From the records below, print exactly the lines starting at the one containing "271 657 275" and ending at the one containing "719 180 720", ends included, and nothing else.

[Stored items]
—————

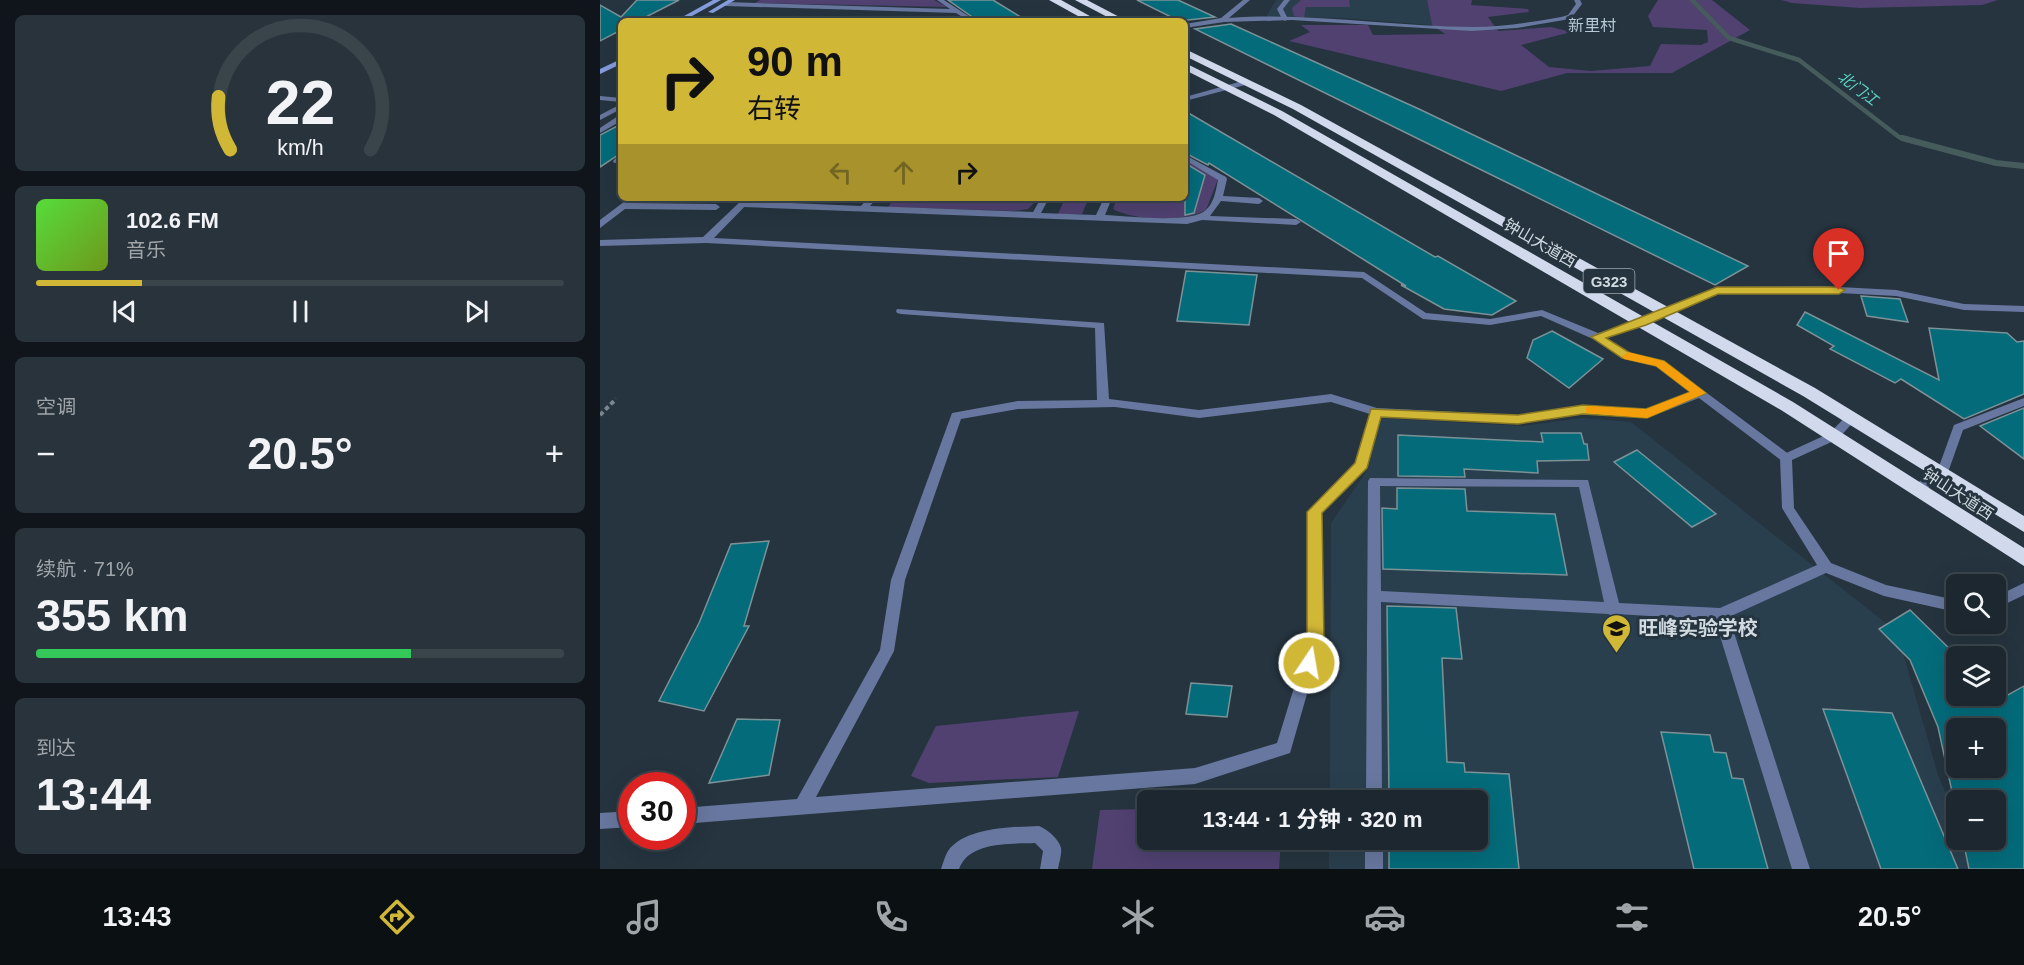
<!DOCTYPE html>
<html lang="zh">
<head>
<meta charset="utf-8">
<style>
  body { margin:0; font-family:Helvetica,"Noto Sans SC",sans-serif; background:#29333b; color:#f1f3f6; height:100vh; display:flex; flex-direction:column; font-size:22px; white-space:nowrap }
  * { box-sizing:border-box; margin:0 }
  p { font-size:20px; color:#a0a5aa }
  .icon { flex:none; width:33px; height:33px; fill:none; stroke:currentColor; stroke-width:2; stroke-linecap:round; stroke-linejoin:round }
  .map { position:relative; flex:1; overflow:hidden }
  .panel { display:flex; flex-direction:column; gap:15px; padding:15px; background:#0f151a; width:600px }
  .panel>* { flex:none }
  .banner { position:absolute; left:18px; top:18px; width:570px; height:183px; border-radius:9px; box-shadow:0 6px 24px #0002,0 0 0 2px #3a444b; background:#d1b736; color:#111; overflow:hidden }
  .fabs { position:absolute; left:1346px; top:574px; display:grid; gap:12px }
  .fabs a { display:grid; place-items:center; width:60px; height:60px; border-radius:9px; background:#1c272f; box-shadow:0 6px 24px #0002,0 0 0 2px #3a444b; font-size:30px }
  .speed { position:absolute; left:18px; top:772px; display:flex; gap:12px; font-size:30px; font-weight:700; text-align:center }
  .speed>* { display:grid; place-content:center; width:78px; height:78px; border-radius:50%; background:#1c272f; box-shadow:0 6px 24px #0002,0 0 0 2px #3a444b; line-height:1 }
  .speed .limit { border:9px solid #d22; background:#fff; color:#111 }
  .pin { position:absolute; display:grid; place-items:center; width:51px; height:51px; color:#fff; margin:-62px -26px; border-radius:50% 50% 50% 0; rotate:-45deg; box-shadow:0 0 6px #0007 }
  .pin .icon { rotate:45deg }
  .me { position:absolute; width:66px; margin:-33px; rotate:12deg; stroke-linejoin:round; filter:drop-shadow(0 0 4px #0008) }
  .turn { display:flex; align-items:center; gap:21px; height:126px; padding:0 30px; font-size:27px }
  .turn .icon { width:78px; height:78px; stroke-width:2.5 }
  .turn b { display:block; font-size:42px; line-height:51px }
  .lanes { display:flex; align-items:center; height:57px; padding:0 30px; background:#0003; justify-content:center; gap:30px; direction:ltr }
  .lanes .off { opacity:.35 }
  .big { font-size:45px; font-weight:700; line-height:1.1 }
  .panel .tile { flex:1; display:flex; flex-direction:column; justify-content:center; gap:9px; min-width:0; padding:0 21px; border-radius:9px; background:#29333b }
  .panel .dial { align-items:center; gap:0 }
  .dial svg { height:156px; overflow:visible; fill:none; stroke:#3a444b; stroke-width:7; stroke-linecap:round; text-anchor:middle }
  .dial text { fill:#f1f3f6; stroke:none }
  .song { display:flex; align-items:center; gap:18px }
  .cover { width:72px; height:72px; border-radius:9px; background:linear-gradient(135deg,hsl(110 70% 55%),hsl(80 70% 35%)) }
  .played { height:6px; border-radius:3px; background:linear-gradient(90deg,#d1b736 20%,#3a444b 20%) }
  .keys { display:flex; justify-content:space-around; direction:ltr }
  .heat { display:flex; justify-content:space-between; align-items:center; font-size:33px; direction:ltr }
  .charge { height:9px; border-radius:4px; background:linear-gradient(90deg,#34c759 71%,#3a444b 0) }
  .trip { position:absolute; left:537px; top:790px; width:351px; height:60px; border-radius:9px; background:#1c272f; box-shadow:0 6px 24px #0002,0 0 0 2px #3a444b; font-weight:700; line-height:60px; text-align:center }
  .dock { display:flex; height:96px; justify-content:space-around; align-items:center; background:#0b1013; color:#a0a5aa }
  .dock .icon { width:42px; height:42px }
  .dock .on { color:#d1b736 }
  .dock b { font-size:27px; color:#f1f3f6 }
  main { display:flex; flex:1; min-height:0 }
  .map>svg:first-child { display:block }
</style>
</head>
<body>
<main>
<section class="panel">
<div class="tile dial"><svg viewBox="0 0 100 80">
<path d="M14 69A42 42 0 1 1 86 69"/>
<path d="M14 69A42 42 0 0 1 8 42" stroke="#d1b736"/>
<text x="50" y="56" font-size="32" font-weight="700">22</text>
<text x="50" y="72" font-size="11">km/h</text>
</svg></div>
<div class="tile">
<div class="song"><i class="cover"></i><div><b>102.6 FM</b><p>音乐</p></div></div>
<div class="played"></div>
<div class="keys"><svg class="icon" aria-label="previous" viewBox="0 0 24 24"><path d="M18 5L8 12l10 7zM5 5v14"/></svg><svg class="icon" aria-label="pause" viewBox="0 0 24 24"><path d="M8 5v14M16 5v14"/></svg><svg class="icon" aria-label="next" viewBox="0 0 24 24"><path d="M6 5l10 7-10 7zM19 5v14"/></svg></div>
</div>
<div class="tile"><p>空调</p>
<div class="heat"><a>−</a><b class="big">20.5°</b><a>+</a></div>
</div>
<div class="tile"><p>续航 · 71%</p><b class="big">355 km</b><div class="charge"></div></div>
<div class="tile"><p>到达</p><b class="big">13:44</b></div>
</section>
<div class="map">
<svg width="1424" height="869" viewBox="0 0 1424 869">
  <rect width="100%" height="100%" fill="#25343f"/>
  <g fill="#2a3f4e">
    <path d="M676 0H827L832 25 742 18 666 17Z"/>
    <path d="M780 418 922 426 982 418 1031 422 1297 632 1338 775 1356 817V840H1366L1379 869H729V840H878V801H730L731 523 768 469Z"/>
  </g>
  <g fill="#504171">
    <path d="M160 0H334L347 7 155 3Z"/>
    <path d="M701 0H749L750 7H706L704 18 694 16 692 8Z"/>
    <path d="M827 0H872L871 5 928 9 929 12 888 17 898 31 951 27 971 32 921 45 949 67 991 71 1050 66 1061 44 1101 45 1108 42 1107 30 1053 27 1048 16 1058 0H1112L1150 30 1072 73H967L901 91 689 41 710 32 701 25H768L773 35 845 34 832 25Z"/>
    <path d="M1181 0H1398L1382 5 1260 8 1192 3Z"/>
    <path d="M585 160 618 179 606 210C584 222 534 221 513 209L517 198H585Z"/>
    <path d="M295 198H439L428 209 414 211 288 207Z"/>
    <path d="M465 198H489L482 214H458Z"/>
    <path d="M479 711 458 777 329 783 311 776 336 726Z"/>
    <path d="M547 809 548 840H681L679 869H492L500 810Z"/>
  </g>
  <g fill="none" stroke-linecap="round" stroke-linejoin="round">
    <path stroke="#465b5b" stroke-width="4.5" d="M1092 0 1129 38 1199 60 1299 137 1308 139"/>
    <path stroke="#465b5b" stroke-width="6" d="M1302 138 1396 163 1424 166"/>
  </g>
  <g fill="#046b7a" stroke="#7b9297" stroke-width="1.5" fill-rule="evenodd">
    <path d="M37 0H79L38 21H21V30L0 41V5L21 17Z"/>
    <path d="M348 0H393L427 21H378Z"/>
    <path d="M537 0H578L615 17 579 21Z"/>
    <path d="M631 24 819 109 1148 266 1115 285 595 29Z"/>
    <path d="M585 111 835 257 838 256 916 301 892 315 844 309 801 285 806 286 609 163 608 165 585 153Z"/>
    <path d="M21 124V153L0 167V135Z"/>
    <path d="M585 163 605 175 594 213 585 215Z"/>
    <path d="M586 271 657 275 649 325 577 321Z"/>
    <path d="M1261 296 1300 299 1308 322 1267 316Z"/>
    <path d="M1205 312 1339 380 1329 328 1407 333 1417 342 1424 341V394L1364 419 1301 379 1295 383 1230 349 1234 346 1197 325Z"/>
    <path d="M952 331 1003 359 969 388 927 358 933 340Z"/>
    <path d="M1424 408V459L1380 426Z"/>
    <path d="M941 433H981L984 444H987L989 460 937 461 938 473 864 469 865 477 798 476V435L943 442Z"/>
    <path d="M1037 450 1116 514 1092 527 1014 462Z"/>
    <path d="M797 488 865 489 867 511 955 514 967 575 783 569 782 508 797 509Z"/>
    <path d="M169 541 144 626H149L104 711 59 701 99 623 131 544Z"/>
    <path d="M787 606 856 608 862 659 842 658 847 762 864 763 865 772 909 774 919 869H789V840H878V801H789Z"/>
    <path d="M1310 610 1356 655V696H1392L1397 701 1424 686V869H1369L1363 840H1395V801H1354L1338 727 1310 660 1279 629ZM1356 729H1395V768H1356Z"/>
    <path d="M591 683 632 686 627 717 586 714Z"/>
    <path d="M1223 709 1292 713 1358 869H1281Z"/>
    <path d="M137 719 180 720 169 775 109 783Z"/>
    <path d="M1061 732 1110 735 1114 752 1126 753 1132 778 1143 779 1168 869H1094Z"/>
  </g>
  <g fill="none" stroke-linecap="round" stroke-linejoin="round">
    <path stroke="#7a868f" stroke-width="4" stroke-dasharray="4.5 3" stroke-linecap="butt" d="M0 415 16 399"/>
    <g fill="#68779f" fill-rule="evenodd">
      <path d="M684 0H690L683 9 688 19 685 21 682 19 677 9Z"/>
      <path d="M0 96 21 98V102L0 100Z"/>
      <path d="M21 104V109L0 120V115Z"/>
      <path d="M18 116H21V121L0 133V128Z"/>
      <path d="M585 155 626 177 627 179 623 196 659 198 663 201 659 204 621 201 610 216 696 219 701 222 696 225 602 220 587 224 143 207 139 204 143 201 261 206 268 198H277L270 206 433 212 441 198H449L441 213 496 215 504 198H512L505 215C528 216 590 224 606 210 614 203 616 190 618 180L585 160Z"/>
      <path d="M18 156H21V162L14 163 13 161Z"/>
      <path d="M29 198 33 201 31 203 116 204 120 207 116 210 25 209 0 228V220Z"/>
      <path d="M1424 398V406L1363 430 1346 478 1321 492H1311L1310 489 1311 486 1337 472 1354 425Z"/>
      <path d="M1251 414 1257 418 1238 439 1192 460 1194 508 1231 563 1286 585 1356 600V612L1284 596 1226 573 1129 617 1210 869H1192L1115 620 1017 614 1013 616 1008 614 781 602 782 801H766L768 481 770 478 988 480 1019 603 1120 608 1217 565 1182 508 1180 458 1182 455 1230 433 1247 415ZM780 486 979 487 1004 602 781 591Z"/>
      <path d="M1424 583V595L1395 609V597Z"/>
      <path d="M439 826C447 829 459 839 461 848 462 854 459 863 458 869H440L443 851 435 843C411 844 369 841 359 869H341C343 863 345 856 348 851 365 827 413 827 439 826Z"/>
      <rect x="765" y="840" width="18" height="29"/>
    </g>
    <g fill="#68779f" fill-rule="evenodd">
      <path d="M337 0H344L376 21H369L356 13 126 6 123 4 126 2 350 9Z"/>
      <path d="M643 0H650L629 18C711 12 792 27 874 27 903 27 932 22 961 17L968 15 976 4 974 0H980L982 4 972 17 964 20 917 28 872 31 692 20 624 22 585 28V24L621 18Z"/>
      <path d="M646 80H649V84L585 101V97Z"/>
      <path d="M144 198H153L114 238 764 272 826 313 890 319 942 310 998 333 1038 321 1117 287 1220 286 1296 290 1364 304 1424 306V312L1364 310 1296 296 1220 292 1119 293 1046 325 1005 338 1029 353 1064 361 1190 455 1192 458 1186 462 1182 461 1099 398 1047 418 983 413 918 423 781 416 765 468 721 513 722 642 690 753 595 784 82 824V808L197 799 280 650 291 580 352 413 418 401 497 400 495 328 301 314 297 313 296 311 297 309 504 323 509 399 599 410 731 394 777 408 918 415 983 405 1046 410 1091 392 1056 366 1022 358 993 339 941 316 890 325 823 319 762 278 106 243 0 246V240L103 237ZM731 402 770 414 755 463 707 512 708 642 677 743 595 768 216 797 294 651 305 580 361 419 418 409 515 407 599 418Z"/>
      <path d="M32 811V827L0 829V813Z"/>
    </g>
    <g fill="#869ddd" fill-rule="evenodd">
      <path d="M113 0H121L83 21H75Z"/>
      <path d="M128 0H135L113 13 108 12Z"/>
      <path d="M21 59V64L0 74V69Z"/>
    </g>
    <g fill="#d1d9ed" fill-rule="evenodd">
      <path d="M449 0H461L497 20 487 21Z"/>
      <path d="M475 0H487L527 21H515Z"/>
      <path d="M585 49 701 105 1215 388 1424 516V532L1203 396 693 109 585 56Z"/>
      <path d="M585 63 682 111 1193 402 1424 548V566L1181 410 674 115 585 70Z"/>
    </g>
  </g>
  <path fill="#d1b736" stroke="#887723" stroke-width="1.5" d="M1117 287H1239L1245 290 1239 294H1118L1046 325 1006 338 1030 353 1064 361 1106 393 1047 418 983 414 918 424 781 417 767 468 722 513 724 642 715 668 709 671 703 668 700 663 707 642V512L755 463 771 409 918 415 983 405 1046 409 1090 392 1056 366 1022 358 991 337Z"/>
  <path fill="#f59e0b" d="M1028 352 1064 361 1106 393 1047 418 986 413V407L991 406 1046 409 1090 392 1056 366 1024 359 1022 356Z"/>
  <defs>
    <symbol id="school-pin" viewBox="-11 -11 22 30"><path d="M0 17L-7.5 6A9.5 9.5 0 1 1 7.5 6Z" fill="#d1b736" stroke="#25343f"/><path d="M0-5L7-2L0 1L-7-2ZM-4 1L0 2.5L4 1V4Q0 6-4 4Z" fill="#111"/></symbol>
  </defs>
  <g fill-rule="evenodd">
    <use href="#school-pin" x="1000" y="612" width="33" height="45"/>
  </g>
  <g text-anchor="middle" dominant-baseline="central" stroke-width="6" stroke-linejoin="round" paint-order="stroke">
    <g font-size="15" font-style="italic" fill="#5bd7c6" stroke="#25343f">
      <text transform="translate(1258 88) rotate(37)">北门江</text>
    </g>
    <rect fill="#25343f" stroke="#9da8b0" stroke-width="1.5" x="983.5" y="269" width="51" height="24" rx="4.5"/>
    <g font-size="15" font-weight="bold" fill="#d1dae1">
      <text x="1009" y="281">G323</text>
    </g>
    <g font-size="16" fill="#b7c9d6" stroke="#25343f">
      <text x="992" y="25">新里村</text>
    </g>
    <g font-size="16" fill="#d1dae1" stroke="#25343f">
      <text transform="translate(940 243) rotate(30)">钟山大道西</text>
      <text transform="translate(1358 494) rotate(33)">钟山大道西</text>
    </g>
    <g font-size="20" font-weight="bold" fill="#d1dae1" stroke="#25343f" text-anchor="start">
      <text x="1038" y="628">旺峰实验学校</text>
    </g>
  </g>
</svg>
<div class="fabs">
<a><svg class="icon" aria-label="search" viewBox="0 0 24 24"><circle cx="10" cy="10" r="6"/><path d="M15 15l6 6"/></svg></a>
<a><svg class="icon" aria-label="layers" viewBox="0 0 24 24"><path d="M12 4l9 5-9 5-9-5zM3 14l9 5 9-5"/></svg></a>
<a>+</a>
<a>−</a>
</div>
<div class="speed"><div class="limit">30</div></div>
<div class="pin" style="left:1239px;top:290px;background:#d93025"><svg class="icon" aria-label="arrive" viewBox="0 0 24 24"><path d="M6 21V4h12l-3 4 3 4H6"/></svg></div>
<svg class="me" style="left:709px;top:663px" viewBox="-20 -20 40 40"><circle r="17" fill="#d1b736" stroke="#fff" stroke-width="3"/><path d="M0-11L8 9 0 5-8 9z" fill="#fff"/></svg>
<div class="trip">13:44 · 1 分钟 · 320 m</div>
<div class="banner">
<div class="turn"><svg class="icon" aria-label="right" viewBox="0 0 24 24"><path d="M7 20v-9h11M14 6l5 5-5 5"/></svg><div><b>90 m</b>右转</div></div>
<div class="lanes"><svg class="icon off" aria-label="left" viewBox="0 0 24 24"><path d="M17 20v-9H6M10 6l-5 5 5 5"/></svg><svg class="icon off" aria-label="ahead" viewBox="0 0 24 24"><path d="M12 20V5M6 11l6-6 6 6"/></svg><svg class="icon" aria-label="right" viewBox="0 0 24 24"><path d="M7 20v-9h11M14 6l5 5-5 5"/></svg></div>
</div>
</div>
</main>
<nav class="dock">
<b>13:43</b>
<svg class="icon on" aria-label="directions" viewBox="0 0 24 24"><path d="M12 3l9 9-9 9-9-9zM9 14v-3h6M13 9l2 2-2 2"/></svg>
<svg class="icon" aria-label="music" viewBox="0 0 24 24"><path d="M9 18V5l10-2v13"/><circle cx="6" cy="18" r="3"/><circle cx="16" cy="16" r="3"/></svg>
<svg class="icon" aria-label="phone" viewBox="0 0 24 24"><path d="M5 4h4l2 5-3 2q2 4 5 5l2-3 5 2v4C11 20 4 13 5 4z"/></svg>
<svg class="icon" aria-label="climate" viewBox="0 0 24 24"><path d="M12 3v18M4 7l16 10M4 17L20 7"/></svg>
<svg class="icon" aria-label="car" viewBox="0 0 24 24"><path d="M5 17H2v-5l4-1 3-4h7l3 4 3 1v5h-3M9 17h6M6 11h13"/><circle cx="7" cy="17" r="2"/><circle cx="17" cy="17" r="2"/></svg>
<svg class="icon" aria-label="filters" viewBox="0 0 24 24"><path d="M4 7h16M4 17h16"/><circle cx="9" cy="7" r="2"/><circle cx="15" cy="17" r="2"/></svg>
<b>20.5°</b>
</nav>
</body>
</html>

—————

• EXPECTED ANSWER:
    <path d="M586 271 657 275 649 325 577 321Z"/>
    <path d="M1261 296 1300 299 1308 322 1267 316Z"/>
    <path d="M1205 312 1339 380 1329 328 1407 333 1417 342 1424 341V394L1364 419 1301 379 1295 383 1230 349 1234 346 1197 325Z"/>
    <path d="M952 331 1003 359 969 388 927 358 933 340Z"/>
    <path d="M1424 408V459L1380 426Z"/>
    <path d="M941 433H981L984 444H987L989 460 937 461 938 473 864 469 865 477 798 476V435L943 442Z"/>
    <path d="M1037 450 1116 514 1092 527 1014 462Z"/>
    <path d="M797 488 865 489 867 511 955 514 967 575 783 569 782 508 797 509Z"/>
    <path d="M169 541 144 626H149L104 711 59 701 99 623 131 544Z"/>
    <path d="M787 606 856 608 862 659 842 658 847 762 864 763 865 772 909 774 919 869H789V840H878V801H789Z"/>
    <path d="M1310 610 1356 655V696H1392L1397 701 1424 686V869H1369L1363 840H1395V801H1354L1338 727 1310 660 1279 629ZM1356 729H1395V768H1356Z"/>
    <path d="M591 683 632 686 627 717 586 714Z"/>
    <path d="M1223 709 1292 713 1358 869H1281Z"/>
    <path d="M137 719 180 720 169 775 109 783Z"/>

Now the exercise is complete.